Collected data entries
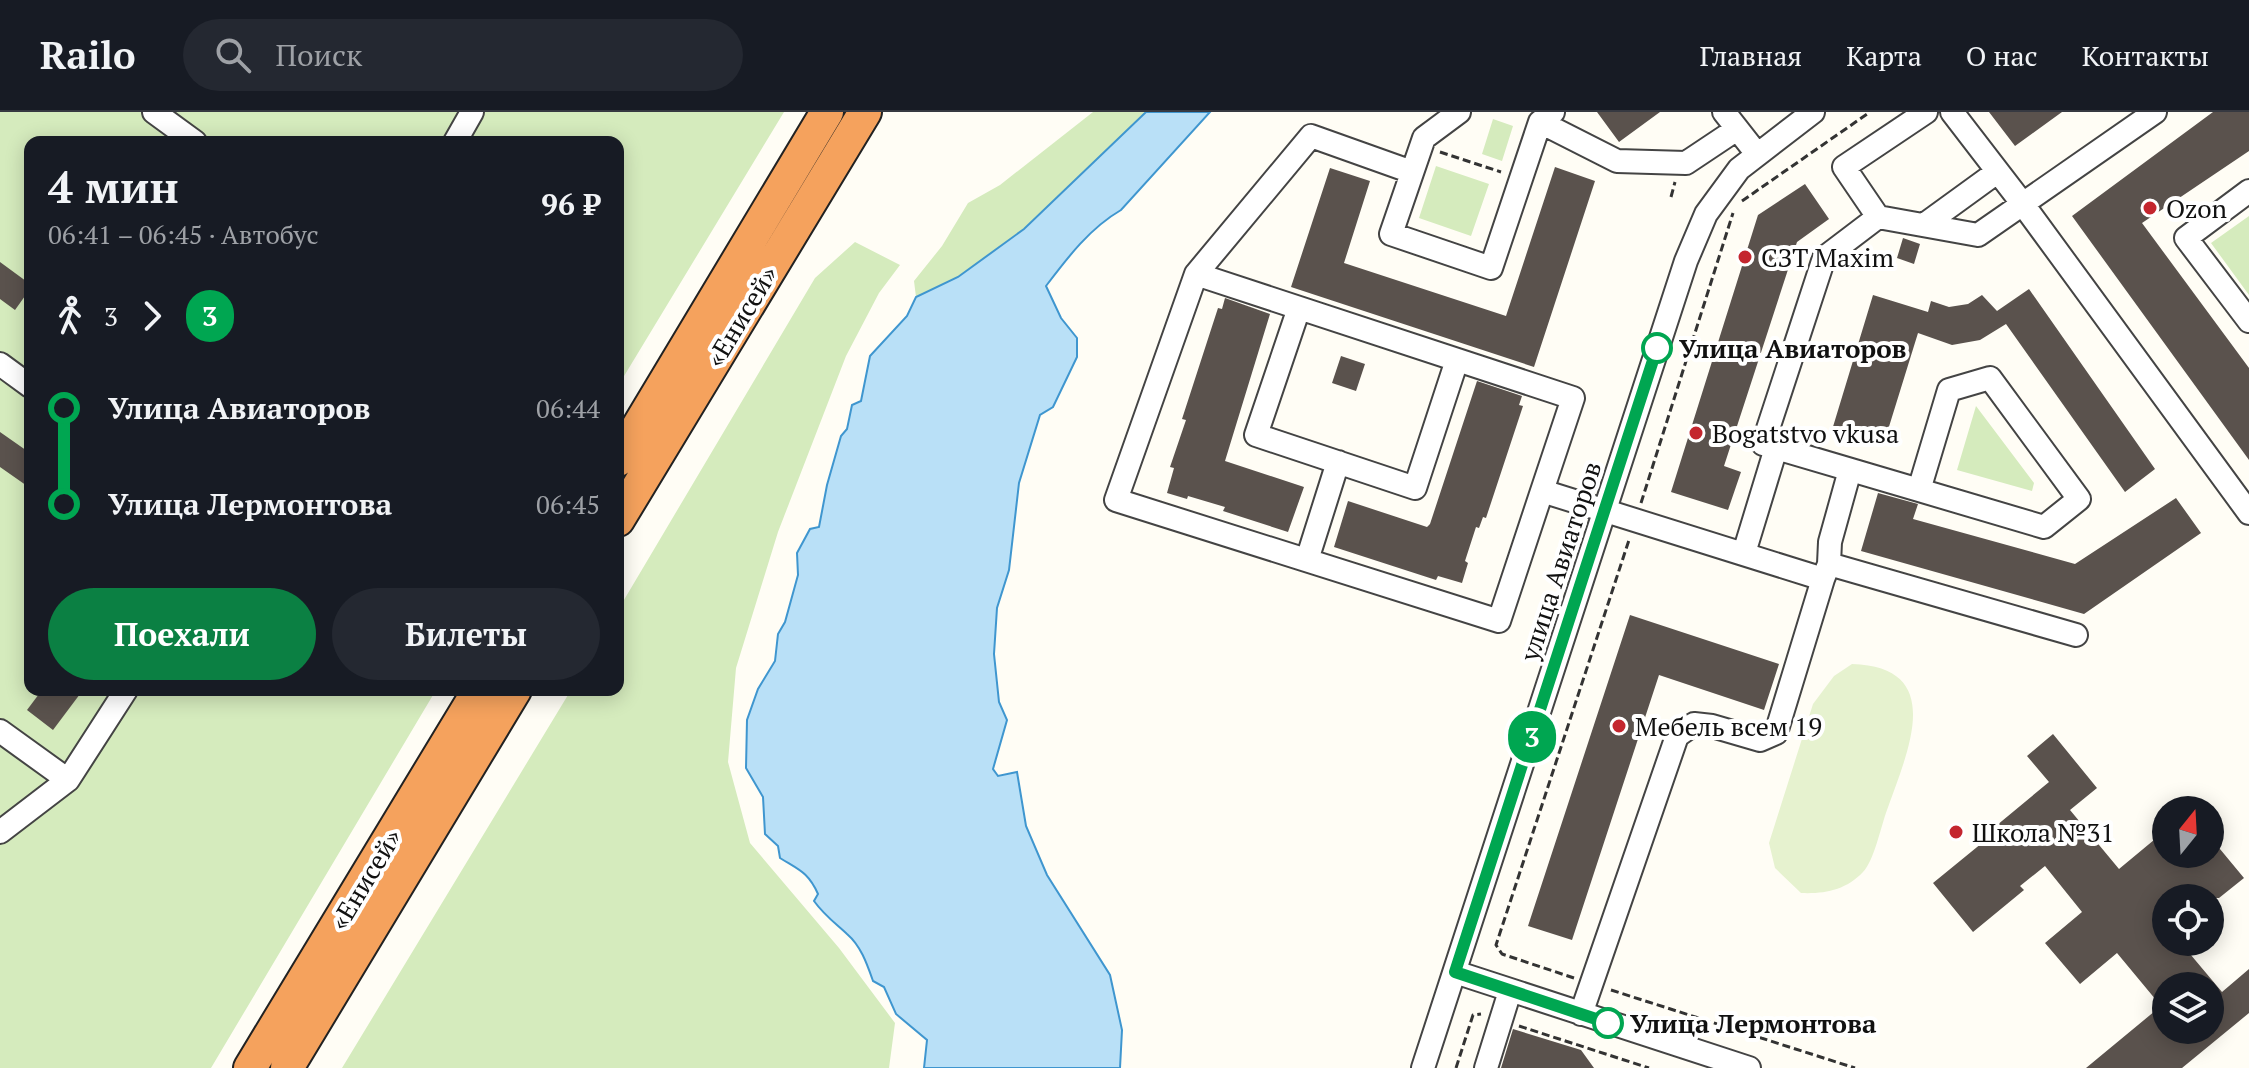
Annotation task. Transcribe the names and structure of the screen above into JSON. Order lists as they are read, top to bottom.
{
  "streets": {
    "highway": ["«Енисей»"],
    "street": ["улица Авиаторов"]
  },
  "places": [
    "Ozon",
    "СЗТ Maxim",
    "Улица Авиаторов",
    "Bogatstvo vkusa",
    "Мебель всем 19",
    "Школа №31",
    "Улица Лермонтова"
  ],
  "lines": ["bus line 3"],
  "north": "top",
  "page": {
    "header": "Railo",
    "search": "Поиск",
    "nav": [
      "Главная",
      "Карта",
      "О нас",
      "Контакты"
    ],
    "on_map": "3",
    "heading": ["4 мин", "06:41 – 06:45 · Автобус", "96 ₽"],
    "legs": ["3", "3"],
    "list": [
      {
        "name": "Улица Авиаторов",
        "value": "06:44"
      },
      {
        "name": "Улица Лермонтова",
        "value": "06:45"
      }
    ],
    "buttons": ["Поехали", "Билеты"]
  }
}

GOAL OF THE EXERCISE: Find each line in the records holding the string "Авиаторов" and show it.

ANSWER TO THIS TASK:
    "street": ["улица Авиаторов"]
    "Улица Авиаторов",
        "name": "Улица Авиаторов",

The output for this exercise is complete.